Exercise description: Provide the number of lines below that include "river", without any other words.

Stored data entries:
########################################

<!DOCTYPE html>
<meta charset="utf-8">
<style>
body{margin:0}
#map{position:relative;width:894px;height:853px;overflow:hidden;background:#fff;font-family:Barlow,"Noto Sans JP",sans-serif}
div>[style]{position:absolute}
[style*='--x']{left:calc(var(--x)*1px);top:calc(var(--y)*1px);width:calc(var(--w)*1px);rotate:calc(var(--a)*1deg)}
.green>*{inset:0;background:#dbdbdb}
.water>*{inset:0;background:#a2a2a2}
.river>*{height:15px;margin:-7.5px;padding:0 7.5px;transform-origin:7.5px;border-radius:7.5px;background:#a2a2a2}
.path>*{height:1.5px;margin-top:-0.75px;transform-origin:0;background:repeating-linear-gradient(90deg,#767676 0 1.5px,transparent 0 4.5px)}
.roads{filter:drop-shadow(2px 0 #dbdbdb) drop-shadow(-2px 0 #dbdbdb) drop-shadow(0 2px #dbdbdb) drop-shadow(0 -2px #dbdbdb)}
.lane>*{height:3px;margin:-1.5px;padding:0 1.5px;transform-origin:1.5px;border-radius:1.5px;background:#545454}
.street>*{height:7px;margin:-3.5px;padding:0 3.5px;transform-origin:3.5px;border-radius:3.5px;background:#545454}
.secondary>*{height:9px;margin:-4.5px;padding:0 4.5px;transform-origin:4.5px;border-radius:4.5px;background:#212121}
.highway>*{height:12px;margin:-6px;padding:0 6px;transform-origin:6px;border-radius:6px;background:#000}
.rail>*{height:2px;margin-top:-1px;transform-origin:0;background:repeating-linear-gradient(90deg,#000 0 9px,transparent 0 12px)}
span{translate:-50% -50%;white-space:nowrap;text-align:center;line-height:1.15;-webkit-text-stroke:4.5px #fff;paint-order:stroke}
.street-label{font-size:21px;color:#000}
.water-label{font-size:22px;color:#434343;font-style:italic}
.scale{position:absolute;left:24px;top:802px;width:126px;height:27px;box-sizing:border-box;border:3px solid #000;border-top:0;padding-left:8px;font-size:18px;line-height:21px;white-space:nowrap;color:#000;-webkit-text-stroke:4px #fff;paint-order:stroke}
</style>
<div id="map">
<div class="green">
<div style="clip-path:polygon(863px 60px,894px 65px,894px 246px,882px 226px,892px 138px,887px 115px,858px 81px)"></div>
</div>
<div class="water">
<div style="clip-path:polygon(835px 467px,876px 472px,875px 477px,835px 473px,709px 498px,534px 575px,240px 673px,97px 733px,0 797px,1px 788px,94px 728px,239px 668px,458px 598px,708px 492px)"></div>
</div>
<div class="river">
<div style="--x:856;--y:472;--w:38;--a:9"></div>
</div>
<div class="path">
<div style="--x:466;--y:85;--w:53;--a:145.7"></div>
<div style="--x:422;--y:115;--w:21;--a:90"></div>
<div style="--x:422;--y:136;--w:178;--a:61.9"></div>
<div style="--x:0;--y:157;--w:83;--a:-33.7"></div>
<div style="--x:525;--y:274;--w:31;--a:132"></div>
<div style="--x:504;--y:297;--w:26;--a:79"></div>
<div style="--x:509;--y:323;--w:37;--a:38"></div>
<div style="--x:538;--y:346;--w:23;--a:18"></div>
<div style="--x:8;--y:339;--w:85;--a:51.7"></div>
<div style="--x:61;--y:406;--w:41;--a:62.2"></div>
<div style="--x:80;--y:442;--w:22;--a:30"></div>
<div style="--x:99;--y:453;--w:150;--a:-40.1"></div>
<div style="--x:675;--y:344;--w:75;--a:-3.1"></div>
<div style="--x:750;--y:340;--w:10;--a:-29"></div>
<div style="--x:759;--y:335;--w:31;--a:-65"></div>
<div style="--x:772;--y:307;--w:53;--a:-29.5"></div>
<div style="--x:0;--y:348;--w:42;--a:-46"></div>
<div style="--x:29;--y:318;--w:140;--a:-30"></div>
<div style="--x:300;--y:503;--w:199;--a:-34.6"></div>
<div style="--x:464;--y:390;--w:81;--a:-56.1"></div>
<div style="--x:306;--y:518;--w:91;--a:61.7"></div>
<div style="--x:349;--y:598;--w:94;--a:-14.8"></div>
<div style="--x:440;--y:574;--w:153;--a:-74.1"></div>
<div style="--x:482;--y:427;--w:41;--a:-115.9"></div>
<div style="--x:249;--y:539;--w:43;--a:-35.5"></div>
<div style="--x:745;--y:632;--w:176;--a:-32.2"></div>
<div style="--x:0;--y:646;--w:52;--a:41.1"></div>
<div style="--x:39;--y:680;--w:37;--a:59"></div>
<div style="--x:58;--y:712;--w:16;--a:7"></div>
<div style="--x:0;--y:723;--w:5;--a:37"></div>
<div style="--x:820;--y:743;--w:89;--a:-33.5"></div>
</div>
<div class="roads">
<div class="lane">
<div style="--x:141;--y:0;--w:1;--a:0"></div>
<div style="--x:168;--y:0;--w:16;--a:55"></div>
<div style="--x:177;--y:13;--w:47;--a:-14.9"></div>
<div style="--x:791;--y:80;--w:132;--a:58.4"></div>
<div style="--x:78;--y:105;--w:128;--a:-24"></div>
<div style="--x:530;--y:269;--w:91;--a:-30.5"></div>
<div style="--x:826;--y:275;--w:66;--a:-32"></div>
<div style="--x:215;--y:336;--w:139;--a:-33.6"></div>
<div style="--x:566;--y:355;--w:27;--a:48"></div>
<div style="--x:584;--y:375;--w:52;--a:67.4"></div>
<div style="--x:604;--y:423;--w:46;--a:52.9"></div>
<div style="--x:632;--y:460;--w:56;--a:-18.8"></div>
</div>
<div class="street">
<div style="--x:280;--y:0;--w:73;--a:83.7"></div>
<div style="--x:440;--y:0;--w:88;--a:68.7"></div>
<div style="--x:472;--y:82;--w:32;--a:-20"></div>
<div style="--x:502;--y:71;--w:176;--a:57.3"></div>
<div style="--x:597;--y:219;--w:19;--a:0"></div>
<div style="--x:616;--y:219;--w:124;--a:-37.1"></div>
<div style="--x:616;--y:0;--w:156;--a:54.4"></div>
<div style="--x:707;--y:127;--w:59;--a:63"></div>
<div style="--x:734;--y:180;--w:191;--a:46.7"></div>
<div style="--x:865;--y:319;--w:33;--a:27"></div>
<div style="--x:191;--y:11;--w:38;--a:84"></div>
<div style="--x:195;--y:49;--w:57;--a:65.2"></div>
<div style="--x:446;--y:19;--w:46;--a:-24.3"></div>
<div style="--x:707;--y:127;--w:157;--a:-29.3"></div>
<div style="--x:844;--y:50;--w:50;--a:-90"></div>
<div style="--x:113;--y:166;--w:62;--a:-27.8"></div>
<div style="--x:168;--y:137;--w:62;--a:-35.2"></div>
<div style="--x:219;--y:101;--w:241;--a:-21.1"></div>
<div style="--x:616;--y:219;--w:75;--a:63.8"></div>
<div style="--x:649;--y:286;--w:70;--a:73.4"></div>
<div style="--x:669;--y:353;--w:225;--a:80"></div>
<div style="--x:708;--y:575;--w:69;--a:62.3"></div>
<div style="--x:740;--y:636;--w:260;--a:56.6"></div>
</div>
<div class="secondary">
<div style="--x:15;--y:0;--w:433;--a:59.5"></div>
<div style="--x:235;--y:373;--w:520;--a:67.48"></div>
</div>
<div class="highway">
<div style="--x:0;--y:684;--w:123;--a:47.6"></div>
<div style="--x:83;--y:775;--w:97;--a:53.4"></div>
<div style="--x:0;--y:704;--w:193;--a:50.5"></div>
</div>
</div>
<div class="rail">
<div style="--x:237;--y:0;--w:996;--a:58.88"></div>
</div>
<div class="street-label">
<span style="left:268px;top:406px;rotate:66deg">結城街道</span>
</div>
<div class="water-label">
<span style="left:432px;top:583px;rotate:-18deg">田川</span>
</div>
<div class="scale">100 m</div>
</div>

########################################

Solution to this task: 2